L'épidémie de Chikungunya est en extension vers l'est. C'est
l'heure des bilans dans les îles de l'Océan indien et de l’étude des douleurs
articulaires résiduelles
L'Encéphalite Japonaise s'étend vers l'ouest (Inde du sud). La vaccination est indispensable pour la
prévenir. Le vaccin Jevax® n'est plus fabriqué. Les vaccins élaborés en Asie ne
sont pas disponibles. Pour remplacer le Jévax®, un vaccin inactivé préparé sur
cellules Vero, le vaccin IC-51, est en phase III.

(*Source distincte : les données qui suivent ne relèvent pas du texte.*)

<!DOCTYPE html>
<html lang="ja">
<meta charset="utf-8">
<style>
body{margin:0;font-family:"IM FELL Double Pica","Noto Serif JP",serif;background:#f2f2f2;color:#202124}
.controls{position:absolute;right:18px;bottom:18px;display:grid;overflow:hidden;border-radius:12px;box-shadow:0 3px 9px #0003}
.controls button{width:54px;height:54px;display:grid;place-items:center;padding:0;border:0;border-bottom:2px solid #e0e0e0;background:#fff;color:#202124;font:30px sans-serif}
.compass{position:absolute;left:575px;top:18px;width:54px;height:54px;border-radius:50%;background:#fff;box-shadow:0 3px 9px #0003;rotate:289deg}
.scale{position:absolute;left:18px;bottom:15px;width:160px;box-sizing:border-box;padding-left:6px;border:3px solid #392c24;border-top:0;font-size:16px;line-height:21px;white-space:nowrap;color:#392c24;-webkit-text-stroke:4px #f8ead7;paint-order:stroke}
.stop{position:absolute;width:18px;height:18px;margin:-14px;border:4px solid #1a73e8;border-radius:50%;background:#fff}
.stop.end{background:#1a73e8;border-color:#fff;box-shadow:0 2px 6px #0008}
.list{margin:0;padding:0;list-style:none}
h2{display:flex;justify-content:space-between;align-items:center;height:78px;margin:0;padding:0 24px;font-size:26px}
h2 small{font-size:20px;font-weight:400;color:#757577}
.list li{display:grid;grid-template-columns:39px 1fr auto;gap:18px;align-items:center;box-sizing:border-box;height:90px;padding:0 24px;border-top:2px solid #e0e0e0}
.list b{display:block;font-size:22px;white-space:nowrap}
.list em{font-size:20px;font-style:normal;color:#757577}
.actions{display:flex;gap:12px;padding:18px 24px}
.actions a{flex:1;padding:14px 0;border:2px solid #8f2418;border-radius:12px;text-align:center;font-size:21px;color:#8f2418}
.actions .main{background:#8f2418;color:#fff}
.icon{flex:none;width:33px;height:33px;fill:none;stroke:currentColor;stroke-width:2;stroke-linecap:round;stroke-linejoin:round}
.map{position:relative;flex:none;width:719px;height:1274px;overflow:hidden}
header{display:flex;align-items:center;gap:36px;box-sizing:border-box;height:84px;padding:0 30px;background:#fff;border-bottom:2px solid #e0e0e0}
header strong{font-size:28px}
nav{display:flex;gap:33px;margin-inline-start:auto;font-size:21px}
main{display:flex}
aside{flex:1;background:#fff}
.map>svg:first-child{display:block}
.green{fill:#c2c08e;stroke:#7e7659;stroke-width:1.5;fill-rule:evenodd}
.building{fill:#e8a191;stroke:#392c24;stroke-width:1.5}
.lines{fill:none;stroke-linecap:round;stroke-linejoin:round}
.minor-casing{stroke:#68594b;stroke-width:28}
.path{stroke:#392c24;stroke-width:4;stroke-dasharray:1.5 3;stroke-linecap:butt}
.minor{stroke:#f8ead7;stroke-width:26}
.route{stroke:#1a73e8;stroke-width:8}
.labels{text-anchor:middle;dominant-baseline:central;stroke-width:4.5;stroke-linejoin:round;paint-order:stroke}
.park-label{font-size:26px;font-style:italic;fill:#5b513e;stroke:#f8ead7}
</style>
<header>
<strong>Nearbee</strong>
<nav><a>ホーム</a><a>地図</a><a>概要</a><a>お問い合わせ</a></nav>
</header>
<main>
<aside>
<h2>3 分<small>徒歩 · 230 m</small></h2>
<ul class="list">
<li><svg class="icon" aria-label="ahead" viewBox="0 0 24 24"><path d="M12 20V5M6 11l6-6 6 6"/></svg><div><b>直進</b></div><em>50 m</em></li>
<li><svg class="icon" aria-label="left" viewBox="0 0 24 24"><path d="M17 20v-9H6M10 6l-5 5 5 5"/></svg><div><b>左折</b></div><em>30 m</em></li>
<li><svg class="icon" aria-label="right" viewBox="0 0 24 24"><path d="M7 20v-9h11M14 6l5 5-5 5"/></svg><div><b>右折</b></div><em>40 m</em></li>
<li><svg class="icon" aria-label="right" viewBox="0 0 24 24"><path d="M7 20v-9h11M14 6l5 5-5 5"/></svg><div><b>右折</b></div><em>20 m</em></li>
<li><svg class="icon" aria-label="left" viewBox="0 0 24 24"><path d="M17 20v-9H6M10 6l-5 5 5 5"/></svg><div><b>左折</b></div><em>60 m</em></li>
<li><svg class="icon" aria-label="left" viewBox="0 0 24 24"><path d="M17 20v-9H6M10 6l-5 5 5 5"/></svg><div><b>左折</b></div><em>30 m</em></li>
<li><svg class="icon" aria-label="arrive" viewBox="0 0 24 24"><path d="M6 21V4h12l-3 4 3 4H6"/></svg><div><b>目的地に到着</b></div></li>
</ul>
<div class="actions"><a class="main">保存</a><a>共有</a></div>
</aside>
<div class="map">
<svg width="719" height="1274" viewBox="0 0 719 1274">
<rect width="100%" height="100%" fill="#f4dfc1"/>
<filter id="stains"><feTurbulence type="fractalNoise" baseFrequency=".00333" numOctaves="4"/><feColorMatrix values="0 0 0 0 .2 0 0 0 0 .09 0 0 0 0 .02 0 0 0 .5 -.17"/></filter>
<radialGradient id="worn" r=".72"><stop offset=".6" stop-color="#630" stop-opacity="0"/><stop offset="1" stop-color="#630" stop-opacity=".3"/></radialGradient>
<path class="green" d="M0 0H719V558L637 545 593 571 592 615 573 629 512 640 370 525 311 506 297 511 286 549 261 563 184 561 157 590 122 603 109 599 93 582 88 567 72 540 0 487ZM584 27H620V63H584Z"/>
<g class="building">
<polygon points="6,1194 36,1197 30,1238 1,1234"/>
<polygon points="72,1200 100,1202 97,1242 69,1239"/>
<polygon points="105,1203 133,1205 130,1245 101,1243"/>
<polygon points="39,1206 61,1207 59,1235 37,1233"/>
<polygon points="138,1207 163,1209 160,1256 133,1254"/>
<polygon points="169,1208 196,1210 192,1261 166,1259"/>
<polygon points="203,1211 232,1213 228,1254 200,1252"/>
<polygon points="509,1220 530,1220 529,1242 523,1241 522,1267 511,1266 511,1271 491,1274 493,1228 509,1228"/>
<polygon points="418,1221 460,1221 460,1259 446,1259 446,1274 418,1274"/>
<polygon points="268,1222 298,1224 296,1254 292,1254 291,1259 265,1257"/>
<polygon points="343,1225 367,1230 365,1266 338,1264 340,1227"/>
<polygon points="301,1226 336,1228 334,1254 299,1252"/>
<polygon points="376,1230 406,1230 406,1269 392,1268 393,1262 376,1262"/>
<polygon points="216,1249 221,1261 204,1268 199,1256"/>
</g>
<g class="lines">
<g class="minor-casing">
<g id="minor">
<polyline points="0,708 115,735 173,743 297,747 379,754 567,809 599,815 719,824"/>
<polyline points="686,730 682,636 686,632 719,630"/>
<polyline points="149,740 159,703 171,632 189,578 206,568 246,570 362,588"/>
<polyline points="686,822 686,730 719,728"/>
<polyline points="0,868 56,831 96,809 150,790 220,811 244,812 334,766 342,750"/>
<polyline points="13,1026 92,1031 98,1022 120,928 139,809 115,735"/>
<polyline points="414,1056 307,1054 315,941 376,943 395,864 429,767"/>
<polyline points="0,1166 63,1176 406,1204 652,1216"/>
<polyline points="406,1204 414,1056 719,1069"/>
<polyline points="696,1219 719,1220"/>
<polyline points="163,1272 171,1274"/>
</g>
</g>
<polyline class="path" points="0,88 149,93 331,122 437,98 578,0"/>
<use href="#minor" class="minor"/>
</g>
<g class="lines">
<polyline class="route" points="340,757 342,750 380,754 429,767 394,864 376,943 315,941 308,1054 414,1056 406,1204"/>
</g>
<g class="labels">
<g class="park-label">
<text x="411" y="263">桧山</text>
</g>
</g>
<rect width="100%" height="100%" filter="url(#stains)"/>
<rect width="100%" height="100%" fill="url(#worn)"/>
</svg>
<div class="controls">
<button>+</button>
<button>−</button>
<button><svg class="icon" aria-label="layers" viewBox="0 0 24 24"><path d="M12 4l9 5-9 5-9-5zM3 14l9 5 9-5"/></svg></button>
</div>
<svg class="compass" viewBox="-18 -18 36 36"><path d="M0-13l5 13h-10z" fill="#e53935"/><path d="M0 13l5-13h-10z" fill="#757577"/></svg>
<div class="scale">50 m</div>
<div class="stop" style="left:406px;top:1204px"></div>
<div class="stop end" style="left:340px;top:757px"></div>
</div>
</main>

La Fièvre de la Vallée du Rift s'est « réveillée » en
2007 en Afrique de l'est et a atteint la Grande Comore. Un cas a été évacué sur
Mayotte. Une étude de la circulation du virus dans la population générale de
Mayotte a montré que 4,5% des sérums étaient positifs. Le risque d'introduction
encouru par Mayotte vis-à-vis des arbovirus circulants en Afrique de l'est est certain
(Chikungunya en 2005, FVR en 2007). Une épidémie de FVR sévit à Madagascar
depuis janvier 2008. C'est le réveil d'une arbovirose connue chez le bétail
depuis 1990.
Quel est le risque de survenue d'une épidémie d'infection virale,
arbovirale ou non, dans l'Océan indien en 2009? Compte tenu du nombre de virus
circulants en Afrique de l'est, en Asie, en Océanie, ce risque existe. On
retient parmi les arbovirus, le virus Zika
et parmi les hépinavirus, le virus Nipah. Ces virus ont déjà
été cause d'épidémies en Inde.
7) L'hépatite à virus E (HVE)
Le VHE est le principal agent des hépatites aiguës en zone
tropicale (inde, Népal). Il y a une grande fréquence des formes fulminantes de
l'HVE chez les femmes enceintes avec une mortalité de 20% au troisième trimestre
de la grossesse. Un vaccin contre l'HVE est en phase III. Il a une efficacité
de 95% avec trois doses. Il a été testé chez des hommes. On ne connait pas
actuellement son efficacité et sa tolérance chez les femmes enceintes.